I think if I added up all the days I've spent on this planet, and divided that number in half, I'd have a pretty good count of all the football, soccer, basketball, street hockey, ice hockey, baseball, and softball games I've played. And that wouldn't include the countless days running, pedaling (on and off road), downhill skiing, cross-county skiing, snowboarding, hiking, climbing, swimming, and even the occasional weight-lifting session (never was a big fan!). There's an accumulative effect of all that fun, and for me, it's pretty much concentrated in my lower back, and my hips.

Still, in all honesty, I can't complain. When my brother Sean, an orthopedic surgeon in New Hampshire, took a look at my hip X-rays, he confirmed what two surgeons told me previously. I was lucky to get 50 years out of those ol' hip bones. Seems I have a natural deformity in the "ball" joint -- too much bone -- which didn't make for a great fit with my genetically shallow socket joints. "Essentially, you've been trying to fit a square peg into a round hole all these years," said a straight-talking Dr. Richard Wilk. "You were bound to have problems. I'm a little surprised this didn't happen earlier."

Which, of course, is small consolation when you're hoping to get another four, five, 10 years out of the current model. Surgery became necessary this summer, when a suspected "groin pull" from 11 months earlier failed to heal, and doctors finally ruled out a "sports hernia." An MRI in August revealed the extend of damage to my hips, especially my right, including joint deterioration and a torn labrum. That's when surgery entered the equation, and I immediately set out to find someone good. "This is the new sexy surgery," warned Sean. "There are a lot of guys rushing into this field. You want to find someone who has done a lot of them."

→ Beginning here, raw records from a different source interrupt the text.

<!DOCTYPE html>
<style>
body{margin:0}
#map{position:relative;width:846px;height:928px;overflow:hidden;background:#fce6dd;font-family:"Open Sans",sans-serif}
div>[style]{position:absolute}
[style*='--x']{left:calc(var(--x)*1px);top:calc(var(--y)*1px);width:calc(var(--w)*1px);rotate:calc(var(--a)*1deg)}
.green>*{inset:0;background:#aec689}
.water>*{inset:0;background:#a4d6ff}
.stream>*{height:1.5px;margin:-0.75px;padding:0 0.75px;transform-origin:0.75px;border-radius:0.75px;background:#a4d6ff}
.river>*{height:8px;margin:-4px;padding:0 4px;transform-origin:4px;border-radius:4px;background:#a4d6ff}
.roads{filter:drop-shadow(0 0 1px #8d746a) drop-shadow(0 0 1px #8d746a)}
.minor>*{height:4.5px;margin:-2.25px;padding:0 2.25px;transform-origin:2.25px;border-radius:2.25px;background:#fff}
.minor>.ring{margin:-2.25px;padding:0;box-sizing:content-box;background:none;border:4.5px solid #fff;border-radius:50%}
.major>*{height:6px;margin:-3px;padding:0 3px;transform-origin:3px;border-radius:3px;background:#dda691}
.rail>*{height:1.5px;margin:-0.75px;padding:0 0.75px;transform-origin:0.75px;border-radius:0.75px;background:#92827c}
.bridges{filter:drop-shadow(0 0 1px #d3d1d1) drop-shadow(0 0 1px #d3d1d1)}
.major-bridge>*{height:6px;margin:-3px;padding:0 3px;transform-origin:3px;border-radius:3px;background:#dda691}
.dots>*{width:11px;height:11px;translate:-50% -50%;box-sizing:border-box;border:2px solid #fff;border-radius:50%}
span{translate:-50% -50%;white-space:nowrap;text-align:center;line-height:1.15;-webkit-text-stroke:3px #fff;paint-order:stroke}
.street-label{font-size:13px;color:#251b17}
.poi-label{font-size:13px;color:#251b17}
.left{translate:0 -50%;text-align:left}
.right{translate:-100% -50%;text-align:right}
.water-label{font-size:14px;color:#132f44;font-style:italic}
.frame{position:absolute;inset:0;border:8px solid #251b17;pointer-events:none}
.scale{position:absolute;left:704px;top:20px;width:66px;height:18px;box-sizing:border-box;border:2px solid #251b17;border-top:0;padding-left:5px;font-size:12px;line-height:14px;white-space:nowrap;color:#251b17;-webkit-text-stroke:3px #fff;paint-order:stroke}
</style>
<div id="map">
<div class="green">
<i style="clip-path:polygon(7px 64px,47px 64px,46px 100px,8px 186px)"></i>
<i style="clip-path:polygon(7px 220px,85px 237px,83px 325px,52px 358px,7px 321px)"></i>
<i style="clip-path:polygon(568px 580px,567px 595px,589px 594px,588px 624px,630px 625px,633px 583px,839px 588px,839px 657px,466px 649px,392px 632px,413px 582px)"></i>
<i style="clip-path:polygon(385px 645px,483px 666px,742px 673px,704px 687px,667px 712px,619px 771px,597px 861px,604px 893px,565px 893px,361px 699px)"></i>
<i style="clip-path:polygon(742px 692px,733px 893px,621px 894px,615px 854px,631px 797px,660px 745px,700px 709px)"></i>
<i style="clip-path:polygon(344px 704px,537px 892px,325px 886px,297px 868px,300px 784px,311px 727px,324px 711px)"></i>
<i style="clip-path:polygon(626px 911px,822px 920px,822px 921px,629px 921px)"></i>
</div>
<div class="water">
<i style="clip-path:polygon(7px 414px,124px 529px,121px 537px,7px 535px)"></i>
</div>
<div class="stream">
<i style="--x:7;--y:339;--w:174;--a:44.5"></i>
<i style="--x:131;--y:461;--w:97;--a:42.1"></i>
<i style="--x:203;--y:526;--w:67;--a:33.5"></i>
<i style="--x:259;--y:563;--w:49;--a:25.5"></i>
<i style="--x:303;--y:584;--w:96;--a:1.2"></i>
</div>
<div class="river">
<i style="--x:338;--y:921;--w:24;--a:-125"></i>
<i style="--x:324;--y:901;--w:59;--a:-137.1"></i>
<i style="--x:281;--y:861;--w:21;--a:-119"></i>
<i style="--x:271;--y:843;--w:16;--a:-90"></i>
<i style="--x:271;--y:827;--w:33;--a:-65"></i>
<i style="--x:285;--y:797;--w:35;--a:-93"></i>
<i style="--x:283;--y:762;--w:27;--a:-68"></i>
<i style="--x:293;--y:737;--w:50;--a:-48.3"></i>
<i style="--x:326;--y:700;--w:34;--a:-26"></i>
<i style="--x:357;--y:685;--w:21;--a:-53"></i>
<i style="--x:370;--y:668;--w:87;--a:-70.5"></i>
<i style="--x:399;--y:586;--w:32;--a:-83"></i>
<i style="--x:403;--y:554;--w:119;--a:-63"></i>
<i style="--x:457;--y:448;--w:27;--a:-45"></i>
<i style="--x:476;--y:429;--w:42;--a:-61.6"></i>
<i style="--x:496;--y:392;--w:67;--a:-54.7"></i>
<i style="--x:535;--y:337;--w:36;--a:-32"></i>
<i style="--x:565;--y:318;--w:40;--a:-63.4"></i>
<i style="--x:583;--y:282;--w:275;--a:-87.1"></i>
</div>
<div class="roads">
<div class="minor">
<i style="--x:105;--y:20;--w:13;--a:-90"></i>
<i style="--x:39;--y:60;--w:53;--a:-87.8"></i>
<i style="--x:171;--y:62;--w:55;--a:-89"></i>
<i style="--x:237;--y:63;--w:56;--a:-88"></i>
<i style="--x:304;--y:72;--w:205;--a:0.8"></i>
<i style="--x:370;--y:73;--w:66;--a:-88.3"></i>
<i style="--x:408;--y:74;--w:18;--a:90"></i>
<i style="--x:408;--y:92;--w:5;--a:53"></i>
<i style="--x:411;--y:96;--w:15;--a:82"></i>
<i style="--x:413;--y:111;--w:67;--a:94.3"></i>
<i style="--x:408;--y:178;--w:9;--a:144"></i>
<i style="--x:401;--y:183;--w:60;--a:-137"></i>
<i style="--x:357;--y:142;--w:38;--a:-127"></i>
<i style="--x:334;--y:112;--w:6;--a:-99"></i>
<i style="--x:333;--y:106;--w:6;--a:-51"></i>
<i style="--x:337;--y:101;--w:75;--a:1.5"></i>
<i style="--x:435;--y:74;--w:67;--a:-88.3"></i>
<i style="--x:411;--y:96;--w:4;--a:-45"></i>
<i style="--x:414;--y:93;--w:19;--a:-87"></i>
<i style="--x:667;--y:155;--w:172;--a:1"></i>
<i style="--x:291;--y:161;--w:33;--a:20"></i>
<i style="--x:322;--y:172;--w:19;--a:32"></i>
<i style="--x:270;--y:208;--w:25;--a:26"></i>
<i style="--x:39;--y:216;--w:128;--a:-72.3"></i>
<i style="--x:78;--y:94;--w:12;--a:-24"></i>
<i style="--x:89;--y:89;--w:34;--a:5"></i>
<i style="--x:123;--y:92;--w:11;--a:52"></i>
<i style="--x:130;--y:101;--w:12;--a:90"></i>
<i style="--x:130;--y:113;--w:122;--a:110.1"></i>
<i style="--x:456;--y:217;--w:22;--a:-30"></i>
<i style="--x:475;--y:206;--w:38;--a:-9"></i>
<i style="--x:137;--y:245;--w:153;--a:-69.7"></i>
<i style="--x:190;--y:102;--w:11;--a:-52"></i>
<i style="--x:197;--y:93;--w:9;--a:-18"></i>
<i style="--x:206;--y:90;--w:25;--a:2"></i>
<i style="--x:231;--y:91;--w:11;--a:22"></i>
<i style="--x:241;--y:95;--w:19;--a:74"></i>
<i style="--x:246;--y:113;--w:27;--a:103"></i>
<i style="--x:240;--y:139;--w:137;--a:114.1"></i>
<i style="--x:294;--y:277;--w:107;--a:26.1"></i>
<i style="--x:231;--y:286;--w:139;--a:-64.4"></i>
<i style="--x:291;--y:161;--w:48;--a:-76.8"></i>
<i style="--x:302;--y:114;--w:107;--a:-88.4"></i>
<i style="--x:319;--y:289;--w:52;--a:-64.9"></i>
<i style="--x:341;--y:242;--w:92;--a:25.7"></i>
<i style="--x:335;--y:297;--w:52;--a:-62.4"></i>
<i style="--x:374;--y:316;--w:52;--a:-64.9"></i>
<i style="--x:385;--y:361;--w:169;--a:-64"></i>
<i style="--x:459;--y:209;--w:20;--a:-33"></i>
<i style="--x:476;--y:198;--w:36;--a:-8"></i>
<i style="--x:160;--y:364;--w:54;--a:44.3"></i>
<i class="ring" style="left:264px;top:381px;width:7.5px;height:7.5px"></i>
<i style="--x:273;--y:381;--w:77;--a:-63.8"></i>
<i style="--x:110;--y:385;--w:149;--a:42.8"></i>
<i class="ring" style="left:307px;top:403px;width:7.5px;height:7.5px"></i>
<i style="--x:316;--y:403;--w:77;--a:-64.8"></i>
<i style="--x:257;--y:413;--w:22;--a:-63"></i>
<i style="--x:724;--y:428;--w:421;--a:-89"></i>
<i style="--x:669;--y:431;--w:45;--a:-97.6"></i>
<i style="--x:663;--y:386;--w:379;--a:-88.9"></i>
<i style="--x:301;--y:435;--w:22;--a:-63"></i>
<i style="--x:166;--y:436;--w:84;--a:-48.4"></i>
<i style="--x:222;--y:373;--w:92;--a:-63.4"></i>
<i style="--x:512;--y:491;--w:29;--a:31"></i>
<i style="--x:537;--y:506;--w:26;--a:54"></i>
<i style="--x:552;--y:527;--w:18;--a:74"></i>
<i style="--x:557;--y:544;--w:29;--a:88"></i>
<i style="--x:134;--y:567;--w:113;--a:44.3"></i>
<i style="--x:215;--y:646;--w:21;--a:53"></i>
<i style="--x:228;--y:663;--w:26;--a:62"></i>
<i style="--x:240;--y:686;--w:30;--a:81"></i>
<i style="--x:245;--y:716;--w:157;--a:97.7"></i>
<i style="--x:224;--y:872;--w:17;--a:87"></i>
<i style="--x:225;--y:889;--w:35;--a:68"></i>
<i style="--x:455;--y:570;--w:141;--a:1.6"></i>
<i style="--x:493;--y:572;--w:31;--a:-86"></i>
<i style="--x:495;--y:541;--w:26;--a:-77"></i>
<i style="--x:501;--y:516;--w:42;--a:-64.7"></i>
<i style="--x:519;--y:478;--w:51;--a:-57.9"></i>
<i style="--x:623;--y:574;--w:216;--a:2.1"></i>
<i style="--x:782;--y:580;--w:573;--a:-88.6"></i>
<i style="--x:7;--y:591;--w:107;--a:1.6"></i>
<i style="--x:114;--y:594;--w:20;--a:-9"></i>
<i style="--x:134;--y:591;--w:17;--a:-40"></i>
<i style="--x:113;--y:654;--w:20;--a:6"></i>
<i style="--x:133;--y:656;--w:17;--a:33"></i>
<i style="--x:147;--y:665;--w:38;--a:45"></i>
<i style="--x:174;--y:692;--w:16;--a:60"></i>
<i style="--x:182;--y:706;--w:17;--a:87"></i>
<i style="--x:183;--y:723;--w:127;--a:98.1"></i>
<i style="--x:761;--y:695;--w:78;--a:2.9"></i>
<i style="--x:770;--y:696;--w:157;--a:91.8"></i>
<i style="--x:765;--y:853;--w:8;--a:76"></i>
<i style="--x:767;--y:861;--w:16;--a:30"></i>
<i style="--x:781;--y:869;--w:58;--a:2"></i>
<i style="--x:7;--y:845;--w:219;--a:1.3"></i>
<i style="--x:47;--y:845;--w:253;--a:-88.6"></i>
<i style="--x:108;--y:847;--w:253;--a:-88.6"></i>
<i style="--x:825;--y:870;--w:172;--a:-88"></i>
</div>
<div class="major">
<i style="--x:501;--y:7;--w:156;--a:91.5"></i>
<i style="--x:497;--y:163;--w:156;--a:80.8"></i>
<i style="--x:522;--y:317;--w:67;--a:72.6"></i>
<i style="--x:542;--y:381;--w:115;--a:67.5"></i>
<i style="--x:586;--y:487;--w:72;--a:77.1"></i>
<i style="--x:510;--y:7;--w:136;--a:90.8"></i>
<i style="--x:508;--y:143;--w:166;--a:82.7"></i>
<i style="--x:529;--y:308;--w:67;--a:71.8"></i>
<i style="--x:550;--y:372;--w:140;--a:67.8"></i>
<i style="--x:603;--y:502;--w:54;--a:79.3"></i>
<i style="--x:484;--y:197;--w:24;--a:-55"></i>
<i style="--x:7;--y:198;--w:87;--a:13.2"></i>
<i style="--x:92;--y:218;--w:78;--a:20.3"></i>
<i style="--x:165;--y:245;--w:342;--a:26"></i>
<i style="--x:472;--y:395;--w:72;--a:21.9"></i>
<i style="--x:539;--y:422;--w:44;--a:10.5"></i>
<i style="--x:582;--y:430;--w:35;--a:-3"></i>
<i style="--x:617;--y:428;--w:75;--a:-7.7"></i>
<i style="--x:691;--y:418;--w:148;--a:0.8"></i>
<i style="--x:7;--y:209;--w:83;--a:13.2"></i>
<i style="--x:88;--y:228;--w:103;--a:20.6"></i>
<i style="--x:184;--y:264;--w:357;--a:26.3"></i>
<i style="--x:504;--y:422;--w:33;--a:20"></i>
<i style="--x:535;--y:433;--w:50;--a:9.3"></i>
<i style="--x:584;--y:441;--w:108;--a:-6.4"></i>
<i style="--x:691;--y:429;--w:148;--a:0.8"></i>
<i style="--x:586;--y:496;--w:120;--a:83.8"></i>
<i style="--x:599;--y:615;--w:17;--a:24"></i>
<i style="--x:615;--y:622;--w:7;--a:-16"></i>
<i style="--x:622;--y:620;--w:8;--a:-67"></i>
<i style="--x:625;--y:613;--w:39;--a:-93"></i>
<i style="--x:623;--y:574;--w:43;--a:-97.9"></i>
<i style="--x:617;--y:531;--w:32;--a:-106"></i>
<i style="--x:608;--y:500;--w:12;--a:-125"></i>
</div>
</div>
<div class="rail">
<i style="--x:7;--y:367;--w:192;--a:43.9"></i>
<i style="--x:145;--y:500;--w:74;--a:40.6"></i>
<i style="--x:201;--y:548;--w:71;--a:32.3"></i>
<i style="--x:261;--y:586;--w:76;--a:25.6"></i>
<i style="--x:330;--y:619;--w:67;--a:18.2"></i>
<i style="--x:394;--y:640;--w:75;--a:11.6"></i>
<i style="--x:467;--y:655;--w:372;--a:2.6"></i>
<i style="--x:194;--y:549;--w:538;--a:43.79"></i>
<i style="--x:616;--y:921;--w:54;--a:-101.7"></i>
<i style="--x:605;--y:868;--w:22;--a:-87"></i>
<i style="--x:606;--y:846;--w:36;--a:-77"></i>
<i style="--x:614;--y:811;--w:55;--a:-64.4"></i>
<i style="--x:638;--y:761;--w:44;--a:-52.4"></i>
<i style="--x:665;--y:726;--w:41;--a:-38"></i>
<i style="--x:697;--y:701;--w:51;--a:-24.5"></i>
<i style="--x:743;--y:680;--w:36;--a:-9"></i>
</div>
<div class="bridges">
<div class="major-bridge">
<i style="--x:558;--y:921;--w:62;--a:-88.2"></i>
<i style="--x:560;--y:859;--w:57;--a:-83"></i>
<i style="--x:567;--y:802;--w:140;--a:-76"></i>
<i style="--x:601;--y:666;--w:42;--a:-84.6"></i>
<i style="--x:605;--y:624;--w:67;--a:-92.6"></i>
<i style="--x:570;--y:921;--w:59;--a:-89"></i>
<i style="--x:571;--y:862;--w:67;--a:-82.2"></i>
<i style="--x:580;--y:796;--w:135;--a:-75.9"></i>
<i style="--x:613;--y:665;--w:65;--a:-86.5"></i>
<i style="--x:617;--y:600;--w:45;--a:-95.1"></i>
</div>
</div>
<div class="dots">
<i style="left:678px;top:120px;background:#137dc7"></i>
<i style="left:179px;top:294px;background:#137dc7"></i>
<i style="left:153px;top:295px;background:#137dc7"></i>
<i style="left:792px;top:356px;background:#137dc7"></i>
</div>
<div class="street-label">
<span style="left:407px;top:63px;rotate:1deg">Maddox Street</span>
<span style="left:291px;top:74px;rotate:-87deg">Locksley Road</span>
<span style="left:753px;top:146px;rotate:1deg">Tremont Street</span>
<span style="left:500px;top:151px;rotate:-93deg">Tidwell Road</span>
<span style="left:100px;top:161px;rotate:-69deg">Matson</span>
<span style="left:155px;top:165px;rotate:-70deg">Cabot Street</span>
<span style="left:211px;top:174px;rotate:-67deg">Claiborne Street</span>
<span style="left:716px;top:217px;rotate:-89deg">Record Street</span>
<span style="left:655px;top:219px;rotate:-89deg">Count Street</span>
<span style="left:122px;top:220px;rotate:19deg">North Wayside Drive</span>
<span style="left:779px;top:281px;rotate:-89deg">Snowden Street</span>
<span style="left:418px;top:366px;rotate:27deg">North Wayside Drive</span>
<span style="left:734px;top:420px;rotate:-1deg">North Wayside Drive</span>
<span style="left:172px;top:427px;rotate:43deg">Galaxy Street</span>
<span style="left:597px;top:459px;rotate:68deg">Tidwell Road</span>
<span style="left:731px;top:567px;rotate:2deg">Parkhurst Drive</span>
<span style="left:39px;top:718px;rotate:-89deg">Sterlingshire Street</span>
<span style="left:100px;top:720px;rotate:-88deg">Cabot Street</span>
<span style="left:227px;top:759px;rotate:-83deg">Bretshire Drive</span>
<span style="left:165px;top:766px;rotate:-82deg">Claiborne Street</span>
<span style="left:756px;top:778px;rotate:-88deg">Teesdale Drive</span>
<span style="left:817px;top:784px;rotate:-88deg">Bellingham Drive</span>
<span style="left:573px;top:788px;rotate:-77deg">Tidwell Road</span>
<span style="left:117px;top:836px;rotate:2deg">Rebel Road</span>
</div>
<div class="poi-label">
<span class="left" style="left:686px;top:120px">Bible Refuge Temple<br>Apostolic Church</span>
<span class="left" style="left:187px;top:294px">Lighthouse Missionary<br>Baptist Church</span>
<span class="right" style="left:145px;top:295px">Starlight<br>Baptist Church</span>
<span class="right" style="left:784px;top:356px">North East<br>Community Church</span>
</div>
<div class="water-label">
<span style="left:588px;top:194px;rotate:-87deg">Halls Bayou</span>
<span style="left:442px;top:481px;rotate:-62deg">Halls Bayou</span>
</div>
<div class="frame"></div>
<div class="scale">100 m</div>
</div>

Fortunately for me, I found Dr. Wilk, who came recommended not only by Sean, but by several Division 1 goaltenders who I help coach. Plus, Wilk has been doing these hip arthroscopes for years. I liked his resume, if not his diagnosis.

"Basically, your hips are pretty much beat to shit," Wilk told me during my last pre-op visit. "Is that a medical term?" quipped my bride, who accompanied me for emotional support, and to get a better idea of how heavy an anchor I'd be post-surgery. But I was comfortable with Wilk's no-nonsense approach. He was telling me that he would do what he could once he got inside the hip, but he wasn't making any promises. In short, he could rely on his own skills as a surgeon, but couldn't be nearly as certain about the raw material he'd have to work with. Fifty year hips rarely produce a gem.

So I've got a surgery date, and I'm eager to get it done. Like most everything I've done in life, I'd rather take a course of action. Surgery is never a great option (like BU coach Jack Parker once told me, "The only minor surgery is the one someone else is having."). But the alternative -- doing nothing -- is much worse. Time to pay the bill, and get on with it. Golf can wait.